[MD] An MOQ based political system
Platt Holden
pholden at davtv.com
Mon Aug 27 08:37:13 PDT 2007
Hi Marsha,
> Greetings Platt,
>
> I offer this for your consideration. It's a comment I extracted from an
> interview, conducted by Daniel Blue, with the Nietzschean scholar, Christa
> Davis Aumpora:
>
> http://www.nietzschecircle.com/interview.html
>
> DB: I had no idea that it was that hard to republish works. That
> strikes at the heart of what might seem a purpose of academia.
>
> CDA: Right. The purpose of a university press used to be to identify
> and publish the very best quality research it could find without
> regard for its financial viability. In those days you knew that
> university presses didn't have to direct their acquisitions decisions based
> on marketing considerations. Now university presses have a requirement to
> be financially self-sustaining, so increasingly, marketing decisions are
> playing a role in acquisitions decisions. And as for journal publishing,
> Blackwell owns very many of the quality philosophy journals, and since it
> is a commercial publisher, and so its very reason for being is to make
> money and as much as it can, it can name its price. It's very hard to
> escape, and that was my greatest nemesis.
Thanks. A fascinating interview. Here are a couple of points I underlined
with comments:
"I think philosophy always has the responsibility to identify and address
our current questions." (The reason why I bring up current
social/political problems with ideas about how the MOQ might address
them.)
"I find the rejection of competition to be flat-footed and potentially
harmful for women, given the realities of social and political life." (I
didn't know competition was an issue with women. Now I know.)
" . . . so philosophers are trying to give the naturalistic account of
everything under the sun. But I have the impression that very often
naturalism in philosophy is conceived as a sort of crude scientism."

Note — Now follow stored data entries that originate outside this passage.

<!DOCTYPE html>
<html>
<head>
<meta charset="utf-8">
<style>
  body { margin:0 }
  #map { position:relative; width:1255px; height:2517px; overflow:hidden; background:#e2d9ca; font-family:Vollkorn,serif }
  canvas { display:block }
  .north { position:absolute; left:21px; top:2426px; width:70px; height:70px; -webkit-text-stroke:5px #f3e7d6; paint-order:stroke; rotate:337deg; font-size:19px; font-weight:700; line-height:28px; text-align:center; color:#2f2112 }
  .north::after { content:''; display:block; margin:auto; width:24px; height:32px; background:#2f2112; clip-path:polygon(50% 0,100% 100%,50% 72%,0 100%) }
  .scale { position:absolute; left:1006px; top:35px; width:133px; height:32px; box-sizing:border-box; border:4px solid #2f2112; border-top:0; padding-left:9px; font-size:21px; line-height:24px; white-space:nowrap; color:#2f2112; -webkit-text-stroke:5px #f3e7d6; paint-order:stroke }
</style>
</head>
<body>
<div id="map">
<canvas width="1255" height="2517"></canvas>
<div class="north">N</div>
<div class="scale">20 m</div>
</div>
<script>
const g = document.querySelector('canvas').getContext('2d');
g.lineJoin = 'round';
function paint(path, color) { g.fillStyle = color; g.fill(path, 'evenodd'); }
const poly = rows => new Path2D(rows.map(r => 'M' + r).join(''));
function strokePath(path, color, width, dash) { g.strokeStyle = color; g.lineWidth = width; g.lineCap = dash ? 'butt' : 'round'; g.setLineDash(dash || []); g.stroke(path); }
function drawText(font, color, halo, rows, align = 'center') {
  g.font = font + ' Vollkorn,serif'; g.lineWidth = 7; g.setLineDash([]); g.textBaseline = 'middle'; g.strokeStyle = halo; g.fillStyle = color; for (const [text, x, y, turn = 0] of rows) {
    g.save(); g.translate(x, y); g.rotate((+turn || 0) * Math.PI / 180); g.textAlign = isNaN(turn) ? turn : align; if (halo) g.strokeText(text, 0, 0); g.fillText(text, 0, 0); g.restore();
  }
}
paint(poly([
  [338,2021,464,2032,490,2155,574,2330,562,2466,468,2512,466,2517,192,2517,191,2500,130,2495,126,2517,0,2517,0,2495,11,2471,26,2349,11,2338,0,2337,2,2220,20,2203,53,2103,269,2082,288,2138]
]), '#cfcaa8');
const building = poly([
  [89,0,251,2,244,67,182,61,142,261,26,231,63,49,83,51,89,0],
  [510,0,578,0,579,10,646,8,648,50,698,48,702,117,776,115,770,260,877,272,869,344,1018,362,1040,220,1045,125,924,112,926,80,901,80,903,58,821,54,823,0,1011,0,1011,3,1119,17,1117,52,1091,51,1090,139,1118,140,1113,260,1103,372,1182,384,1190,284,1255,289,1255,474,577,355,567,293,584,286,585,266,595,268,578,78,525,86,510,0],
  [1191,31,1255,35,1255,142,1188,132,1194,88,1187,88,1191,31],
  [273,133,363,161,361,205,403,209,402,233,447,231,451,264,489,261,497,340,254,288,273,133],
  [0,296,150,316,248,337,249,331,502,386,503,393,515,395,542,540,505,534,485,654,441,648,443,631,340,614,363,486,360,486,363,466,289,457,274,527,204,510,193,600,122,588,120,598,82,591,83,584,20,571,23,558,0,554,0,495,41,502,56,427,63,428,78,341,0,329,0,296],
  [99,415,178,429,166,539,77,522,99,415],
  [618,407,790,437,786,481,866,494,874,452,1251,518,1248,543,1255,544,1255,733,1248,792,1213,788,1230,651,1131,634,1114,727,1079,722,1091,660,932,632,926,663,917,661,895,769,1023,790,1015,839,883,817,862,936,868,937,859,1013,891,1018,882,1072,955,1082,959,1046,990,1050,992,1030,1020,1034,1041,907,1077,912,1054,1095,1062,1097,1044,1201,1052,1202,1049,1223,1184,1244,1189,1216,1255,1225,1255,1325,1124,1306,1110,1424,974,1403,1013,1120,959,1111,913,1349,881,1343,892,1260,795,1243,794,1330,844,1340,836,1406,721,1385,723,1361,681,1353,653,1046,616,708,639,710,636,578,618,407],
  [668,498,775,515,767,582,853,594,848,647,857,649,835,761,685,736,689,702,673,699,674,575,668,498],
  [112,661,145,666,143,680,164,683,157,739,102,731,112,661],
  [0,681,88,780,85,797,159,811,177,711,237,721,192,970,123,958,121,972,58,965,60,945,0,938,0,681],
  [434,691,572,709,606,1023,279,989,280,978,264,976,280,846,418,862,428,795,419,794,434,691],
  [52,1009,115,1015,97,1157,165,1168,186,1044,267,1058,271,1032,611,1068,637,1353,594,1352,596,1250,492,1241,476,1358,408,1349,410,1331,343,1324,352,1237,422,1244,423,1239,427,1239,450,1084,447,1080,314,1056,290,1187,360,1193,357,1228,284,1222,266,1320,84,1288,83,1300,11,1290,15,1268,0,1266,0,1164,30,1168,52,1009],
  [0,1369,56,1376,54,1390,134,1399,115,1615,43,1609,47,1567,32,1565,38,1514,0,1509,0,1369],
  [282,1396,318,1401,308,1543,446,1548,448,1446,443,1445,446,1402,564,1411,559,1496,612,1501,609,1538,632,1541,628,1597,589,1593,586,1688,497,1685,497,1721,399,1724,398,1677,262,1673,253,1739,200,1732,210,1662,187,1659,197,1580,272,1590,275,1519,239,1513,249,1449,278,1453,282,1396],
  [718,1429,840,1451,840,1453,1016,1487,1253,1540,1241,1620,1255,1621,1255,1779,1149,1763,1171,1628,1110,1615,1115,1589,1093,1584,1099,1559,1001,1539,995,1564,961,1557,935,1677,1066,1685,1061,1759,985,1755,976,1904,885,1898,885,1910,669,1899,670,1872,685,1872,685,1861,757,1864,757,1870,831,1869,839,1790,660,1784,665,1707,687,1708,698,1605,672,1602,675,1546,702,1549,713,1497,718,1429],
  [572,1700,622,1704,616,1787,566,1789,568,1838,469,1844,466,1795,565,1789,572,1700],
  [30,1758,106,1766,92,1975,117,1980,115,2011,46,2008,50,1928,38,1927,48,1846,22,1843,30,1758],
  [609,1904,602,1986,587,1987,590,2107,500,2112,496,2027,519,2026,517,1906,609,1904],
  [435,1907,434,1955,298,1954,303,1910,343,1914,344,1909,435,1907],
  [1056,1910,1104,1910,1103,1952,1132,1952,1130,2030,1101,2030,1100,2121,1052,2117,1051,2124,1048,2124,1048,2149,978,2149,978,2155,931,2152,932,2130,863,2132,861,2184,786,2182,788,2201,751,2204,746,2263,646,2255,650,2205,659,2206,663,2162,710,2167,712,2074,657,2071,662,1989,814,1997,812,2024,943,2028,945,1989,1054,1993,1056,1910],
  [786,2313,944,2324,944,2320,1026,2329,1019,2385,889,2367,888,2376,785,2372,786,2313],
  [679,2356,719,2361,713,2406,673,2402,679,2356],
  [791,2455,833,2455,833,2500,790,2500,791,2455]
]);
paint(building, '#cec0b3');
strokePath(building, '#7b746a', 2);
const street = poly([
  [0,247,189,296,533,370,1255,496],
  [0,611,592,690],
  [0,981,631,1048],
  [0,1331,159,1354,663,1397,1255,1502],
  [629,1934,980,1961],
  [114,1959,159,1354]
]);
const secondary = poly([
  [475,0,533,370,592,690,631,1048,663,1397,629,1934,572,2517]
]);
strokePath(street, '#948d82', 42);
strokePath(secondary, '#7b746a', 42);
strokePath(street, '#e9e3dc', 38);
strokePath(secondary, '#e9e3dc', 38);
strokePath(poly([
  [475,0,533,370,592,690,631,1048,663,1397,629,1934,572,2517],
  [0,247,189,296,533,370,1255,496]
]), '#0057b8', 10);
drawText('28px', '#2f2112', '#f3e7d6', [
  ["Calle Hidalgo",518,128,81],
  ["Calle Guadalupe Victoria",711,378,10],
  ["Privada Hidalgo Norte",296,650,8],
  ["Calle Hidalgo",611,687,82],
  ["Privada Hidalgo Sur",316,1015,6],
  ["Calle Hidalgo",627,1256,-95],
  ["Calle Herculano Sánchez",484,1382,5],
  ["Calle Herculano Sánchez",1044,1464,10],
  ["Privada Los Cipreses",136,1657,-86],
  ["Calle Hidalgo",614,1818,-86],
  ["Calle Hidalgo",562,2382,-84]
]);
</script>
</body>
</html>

(I take this to be an oblique reference to the dominate subject/object
mindset of modern intellectualism that Pirsig finds incapable of doing a
good job in directing the social level because it lacks a moral sense
based on empirical reasoning.)
"I just want to talk about the interplay between science, philosophy and
art." (Exactly Pirsig's goal -- to unite these disparate disciplines by
showing why and how moral values are the common denominator.)
"There is a model for this in the sciences: you identify what you call a
center for excellence." (Isn't this what Pirsig would approve of? Maybe
Ant or Arlo could establish such a center for the MOQ which would serve
"as a magnet for drawing and coordinating resources." Of course I would be
banned from contributing. :-).)
Thanks again for sharing a thought-provoking interview.